Research from the Pew Charitable Trusts published in September 2025 demonstrates that wildlife corridor planning delivers economic benefits to local communities through reduced vehicle-wildlife collisions, enhanced property values near green infrastructure, and increased eco-tourism revenue. These findings provide a practical economic argument for corridor investment that extends beyond conservation biology into municipal planning and rural development.

For pangolin conservation, the priorities are clear:

The window for corridor planning is narrowing. Agricultural expansion, infrastructure development, and settlement growth are proceeding faster than conservation policy in most pangolin range states. Every year of delay permanently forecloses connectivity options that cannot be restored once the landscape is transformed. For pangolins, whose slow reproductive rates make population recovery inherently difficult, maintaining the corridors that connect today’s fragmented populations is not a long-term aspiration but an immediate survival requirement.
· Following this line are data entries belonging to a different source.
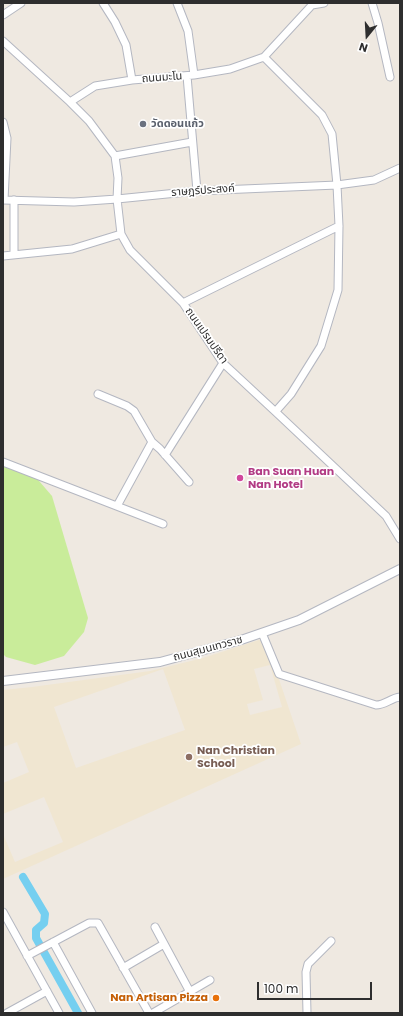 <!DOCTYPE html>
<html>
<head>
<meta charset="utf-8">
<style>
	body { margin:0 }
	#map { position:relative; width:403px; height:1016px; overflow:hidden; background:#efe9e1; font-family:Poppins,sans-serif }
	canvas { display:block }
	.frame { position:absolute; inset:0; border:4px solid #2e2e2e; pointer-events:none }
	.north { position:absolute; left:347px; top:16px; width:40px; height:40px; -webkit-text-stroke:3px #fff; paint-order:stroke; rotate:198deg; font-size:11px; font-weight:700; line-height:16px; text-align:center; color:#2e2e2e }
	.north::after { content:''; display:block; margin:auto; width:14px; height:18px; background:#2e2e2e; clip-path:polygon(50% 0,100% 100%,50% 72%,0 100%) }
	.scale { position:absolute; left:257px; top:982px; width:115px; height:18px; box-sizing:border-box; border:2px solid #2e2e2e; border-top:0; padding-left:5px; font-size:12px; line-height:14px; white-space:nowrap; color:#2e2e2e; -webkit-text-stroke:3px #fff; paint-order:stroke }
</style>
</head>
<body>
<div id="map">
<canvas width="403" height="1016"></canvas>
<div class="frame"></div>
<div class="north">N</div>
<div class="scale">100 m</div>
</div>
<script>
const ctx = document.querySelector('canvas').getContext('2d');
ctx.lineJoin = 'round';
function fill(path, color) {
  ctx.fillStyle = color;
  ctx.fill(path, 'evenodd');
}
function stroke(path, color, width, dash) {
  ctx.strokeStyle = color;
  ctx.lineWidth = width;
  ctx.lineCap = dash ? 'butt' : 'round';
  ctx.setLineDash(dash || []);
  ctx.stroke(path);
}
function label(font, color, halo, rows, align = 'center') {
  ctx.font = font + ' Poppins,"Noto Sans Thai",sans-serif';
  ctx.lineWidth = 3.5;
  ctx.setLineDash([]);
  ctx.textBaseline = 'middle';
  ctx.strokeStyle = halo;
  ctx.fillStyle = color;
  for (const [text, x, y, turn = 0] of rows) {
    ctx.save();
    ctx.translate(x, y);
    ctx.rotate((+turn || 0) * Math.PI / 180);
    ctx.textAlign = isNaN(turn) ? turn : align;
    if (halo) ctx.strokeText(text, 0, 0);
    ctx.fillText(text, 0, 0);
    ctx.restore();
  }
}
fill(new Path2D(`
	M265 638 301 744 3 879V834L15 862 63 842 44 797 3 814V783L29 772 17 742 3 747V690L32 687 150 671 203 658ZM270 665 282 707 250 715 247 704 263 700 254 669ZM163 669 185 730 76 768 54 707Z`), '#f0e6d1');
fill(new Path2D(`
	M3 465 33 474 52 496 88 618 84 632 64 656 35 665 6 657 3 654Z`), '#c9ec9a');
stroke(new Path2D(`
	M23 877 45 914 44 923 36 930V938L78 1013`), '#75cff0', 8);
const minor = new Path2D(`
	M103 3 115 22 126 45 132 80
	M177 3 188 31 194 75
	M372 3 378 23 390 77
	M3 15 21 3
	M3 41 70 102 89 121 115 156 118 178 117 199 121 234 130 250 183 303 223 363 280 416 386 516 400 539
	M264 57 322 115 332 134 337 185 339 226 338 290 321 346 291 394 276 411
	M187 76 197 191
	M70 102 95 86 132 80 194 75 230 69 264 57 312 5 324 3
	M3 122 7 138 4 200
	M115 156 192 142
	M3 200 74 202 117 199 197 191 337 185 374 180 400 168
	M14 255V200
	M3 256 72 249 121 234
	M183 303 339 226
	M98 394 127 406 134 411 152 442 160 449 189 482
	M165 455 223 363
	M3 462 163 524
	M117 506 152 442
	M262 633 279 674 376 705C385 705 391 698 400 697
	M3 912 59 1013
	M155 927 190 992
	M53 942 92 1013
	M27 956 89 923H98L149 1013
	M123 968 164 944
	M7 1013 47 991
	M153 1013 210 980
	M307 1013 306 972 308 964 331 941`);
const tertiary = new Path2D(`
	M3 681 160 662 241 640 299 620 400 569`);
stroke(minor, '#b4b7c1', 9);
stroke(tertiary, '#b4b7c1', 10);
stroke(minor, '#fff', 7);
stroke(tertiary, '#fff', 8);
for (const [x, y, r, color] of [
	[143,124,4,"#6b7280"],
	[240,478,4,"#d1479c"],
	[189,757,4,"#8d6e63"],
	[216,998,4,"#e8710a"]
]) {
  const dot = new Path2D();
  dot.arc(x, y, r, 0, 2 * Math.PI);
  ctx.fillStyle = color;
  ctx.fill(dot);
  stroke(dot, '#fff', 1.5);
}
label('11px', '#2e2e2e', '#fff', [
	["ถนนมะโน",162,78,-4],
	["ราษฎร์ประสงค์",203,191,-4],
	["ถนนเปรมปรีดา",206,336,55],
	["ถนนสุมนเทวราช",208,649,-15]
]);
label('bold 11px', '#5b616d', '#fff', [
	["วัดดอนแก้ว",151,124]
], 'left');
label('bold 11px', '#b23c85', '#fff', [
	["Ban Suan Huan",248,472],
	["Nan Hotel",248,485]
], 'left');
label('bold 11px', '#785e54', '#fff', [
	["Nan Christian",197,751],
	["School",197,764]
], 'left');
label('bold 11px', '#c56008', '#fff', [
	["Nan Artisan Pizza",208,998]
], 'right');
</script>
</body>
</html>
Frequently Asked Questions

Why do pangolins need wildlife corridors?

Pangolins require large home ranges relative to their body size and depend on continuous habitat to access dispersed ant and termite colonies. When roads, agriculture, or fencing fragment their habitat, populations become isolated, reducing genetic diversity and making them more vulnerable to local extinction. Wildlife corridors reconnect these fragmented populations, allowing pangolins to move between protected areas, find mates, and access sufficient foraging territory. Without corridors, even well-protected reserves can become ecological islands where pangolin numbers slowly decline.
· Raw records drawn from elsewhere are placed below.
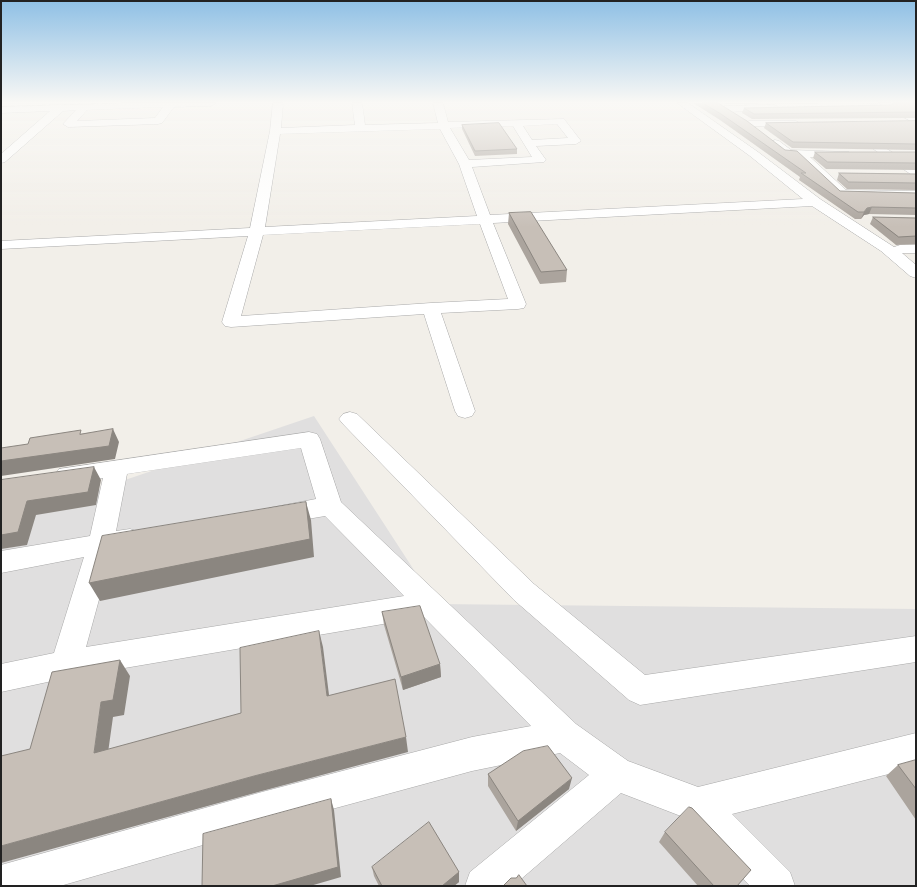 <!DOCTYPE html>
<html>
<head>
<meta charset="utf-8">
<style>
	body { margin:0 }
	#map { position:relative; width:917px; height:887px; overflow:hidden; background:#f2efe9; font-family:Commissioner,sans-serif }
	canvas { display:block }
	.frame { position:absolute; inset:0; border:2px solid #222; pointer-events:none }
</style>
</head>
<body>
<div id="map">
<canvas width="917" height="887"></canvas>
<div class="frame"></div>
</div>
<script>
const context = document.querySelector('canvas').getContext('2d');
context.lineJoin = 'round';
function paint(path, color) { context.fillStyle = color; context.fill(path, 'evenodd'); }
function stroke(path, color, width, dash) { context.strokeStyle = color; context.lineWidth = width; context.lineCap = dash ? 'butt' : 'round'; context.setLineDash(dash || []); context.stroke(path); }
const residential = new Path2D(`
	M314,416l122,188 480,5v277h-915v-364z`);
const minor = new Path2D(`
	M128,103h88l-5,3 -37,1 -12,16 -4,1 -90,3 -5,-3 13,-14 -13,1 -58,51 -4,1v-9l49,-43 -49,2v-6zM163,107l-8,11 -78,3 10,-11z
	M273,103h10l-2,25 74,-3 -3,-22h10l3,22 73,-2 -5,-20h10l5,19 116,-3 17,22 -5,3 -40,2 10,14 -2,2 -72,5 18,48 313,-16 -53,-43 -73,-53h11l70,49 62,47 74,48 6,-2h16v8h-14l14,12v13l-6,-2 -29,-25 -69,-45 -319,17 33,81 -2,4 -6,1 -77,4 34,98 -3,5 -7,2 -7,-2 -3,-5 -31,-97 -193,13 -6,-1 -3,-4 26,-86 -247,13v-8l249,-13 20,-97zM557,124l11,14 -36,2 -9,-14zM513,126l19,31 -63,3 -19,-32zM440,129l19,35 18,52 -212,11 15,-93zM480,224l28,75 -77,4 -190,13 22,-81z
	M879,103h12l25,14v7z
	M774,105l3,1 2,2 -2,2 -52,2 -5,-3 5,-3z
	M750,121h46l5,3 -5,3 -50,-1 -1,-2 1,-2z
	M861,133l55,34v9l-4,-1 -55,-37 -1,-2z
	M775,140l4,1 12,9 58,2 2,2 -2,2 -4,1h-35l36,33 70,1v8l-78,-2 -42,-40 -12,-2 -14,-12z
	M350,412l7,2 177,170 111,91 271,-39v26l-276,43 -11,-5 -115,-100 -171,-176 -4,-5 4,-5z
	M309,432l8,2 3,5 21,63 235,222 52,37 70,26 218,-54v34l-184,47 58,58 5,14h-45l-64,-68 -65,-25 -108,93h-48l5,-14 119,-97 -29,-22 -88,18 -210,57 -202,58h-59v-21l261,-73 210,-55 59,-11 -107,-109 -358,61 -65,14v-28l53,-11 30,-96 -83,16v-22l89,-15 13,-58 -36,5 -8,-2 -4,-6 4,-6zM301,448l15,51 -47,9 -3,7 3,7 9,2 47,-8 79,80 -318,51 26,-95 27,-6 4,-7 -4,-7 -9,-3 -14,2 11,-57z`);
const wall = new Path2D(`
	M693,103h25l122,88 76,2v22l-47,-1 -5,1 -3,4h-6l-56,-39 1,-3 -80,-57z
	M725,103h191v15l-164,1 -10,-6 2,-5 147,-3 3,-1 -1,-1 -165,1z
	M916,121v29l-124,-2 -28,-20 2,-5z
	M462,125l55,24v5l-42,2 -13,-27z
	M815,152h101v18l-90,-1 -13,-11z
	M839,173l77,1v16l-69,-1 -10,-9z
	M509,213l58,57 -1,12 -26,2 -32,-60z
	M873,217l43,1v26l-20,1 -26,-21z
	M382,612l58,52 1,13 -38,13 -19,-65z
	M916,760v60l-30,-44 12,-11z
	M488,774l81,15 -53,42 -28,-45z
	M665,832l72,54h-39l-39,-44z
	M372,867l87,5v10l-5,4h-75l-5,-10z`);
const shadedWall = new Path2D(`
	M872,207l-3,7 -5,1 -3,4 3,-7 3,-4z
	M113,429l6,13 -4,17 -114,17v-15z
	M94,467l7,13 -5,25 -60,10 -9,30 -26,4v-14l26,-34z
	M306,502l5,18 3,37 -214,44 -11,-18z
	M319,631l4,16 8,64 -4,-15z
	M120,660l10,16 -6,39 -11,2 -7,50 -12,-14 7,-51z
	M440,664l1,13 -38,13 -2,-13z
	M406,737l2,15 -146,39 -261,72v-17l253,-70z
	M572,778l-3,11 -53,42 2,-10z
	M331,799l3,11 7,67 -31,9h-38z
	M459,872v10l-5,4h-12z`);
const building = new Path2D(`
	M703,103h15l29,18 38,29 12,1 43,40 76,2v15l-44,-1 -5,1 -3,4h-6l-57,-39h5l-85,-59z
	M894,103h22v9l-162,2 -10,-6 147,-3z
	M916,121v23l-123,-2 -27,-19z
	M499,123l18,26 -42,2 -13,-26z
	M815,152h101v11l-88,-1z
	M839,173l77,1v9l-67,-1z
	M531,212l36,58 -26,2 -32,-59z
	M873,217l43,1v18l-17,1z
	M113,429l-4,17 -108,15v-13l27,-4 2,-6 51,-8 -1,4z
	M94,467l-6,25 -61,9 -9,31 -17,3v-55z
	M306,502l4,37 -221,44 13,-47z
	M420,606l20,58 -39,13 -19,-65z
	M319,631l8,65 68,-17 11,58 -152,39 -253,70v-90l29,-7 22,-77 68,-12 -7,40 -12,2 -7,51 147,-40 -1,-65z
	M548,746l24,32 -54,43 -30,-47 35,-23z
	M916,760v29l-18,-24z
	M331,799l7,68 -66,19h-70l1,-52z
	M689,807l3,1 59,62 -14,16h-23l-49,-54z
	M429,822l30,50 -17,14h-60l-10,-19z
	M519,875l8,11h-24l8,-8h5z`);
paint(residential, '#e0dfdf');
stroke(minor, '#a9a9a9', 1);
paint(minor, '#fff');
paint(wall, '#aba49d');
paint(shadedWall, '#8b8680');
paint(building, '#c7bfb7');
stroke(building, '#8b8680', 1);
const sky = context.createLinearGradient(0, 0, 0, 227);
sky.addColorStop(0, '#8fc0e5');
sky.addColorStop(0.45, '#f9f8f5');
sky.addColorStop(1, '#f9f8f500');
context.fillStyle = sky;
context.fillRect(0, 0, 917, 227);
</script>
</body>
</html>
What is the KAZA transfrontier conservation area?

The Kavango-Zambezi Transfrontier Conservation Area (KAZA) is the world’s largest land-based transboundary conservation area, spanning approximately 106 million acres across Angola, Botswana, Namibia, Zambia, and Zimbabwe. Officially established in 2011, KAZA connects national parks, forest reserves, and community-managed areas into a mosaic of interconnected land uses. The area is critical for pangolin conservation because it maintains habitat connectivity across international borders, though challenges including veterinary fencing, ribbon settlement development, and subsistence agriculture continue to fragment wildlife movement routes within the landscape.

How does GPS tracking help plan pangolin corridors?

GPS tracking devices attached to pangolins record their movement patterns over months, revealing home range boundaries, preferred foraging routes, and the paths animals use to move between habitat patches. This data allows conservation planners to identify the specific landscape features that pangolins use as natural corridors, such as riverine vegetation, drainage lines, and bushveld strips. By mapping actual movement rather than assuming habitat suitability from satellite imagery alone, GPS data produces corridor designs that reflect real pangolin behaviour and maximise the likelihood that animals will use the protected pathways.

How do veterinary fences affect pangolin movement in southern Africa?

Veterinary fences erected to prevent transboundary animal disease transmission create physical barriers that block pangolin movement across landscapes. In the KAZA conservation area and across southern Africa, these fences prevent pangolins from accessing foraging territories and dispersal routes, fragmenting populations that would otherwise be connected. Conservation organisations have worked to de-electrify over 100 kilometres of fencing in key pangolin areas, but animals continue to be killed by electrified sections outside conservation zones. Advocacy for wildlife-permeable fence designs and strategic fence removal in low-disease-risk corridors is a growing priority for pangolin conservationists.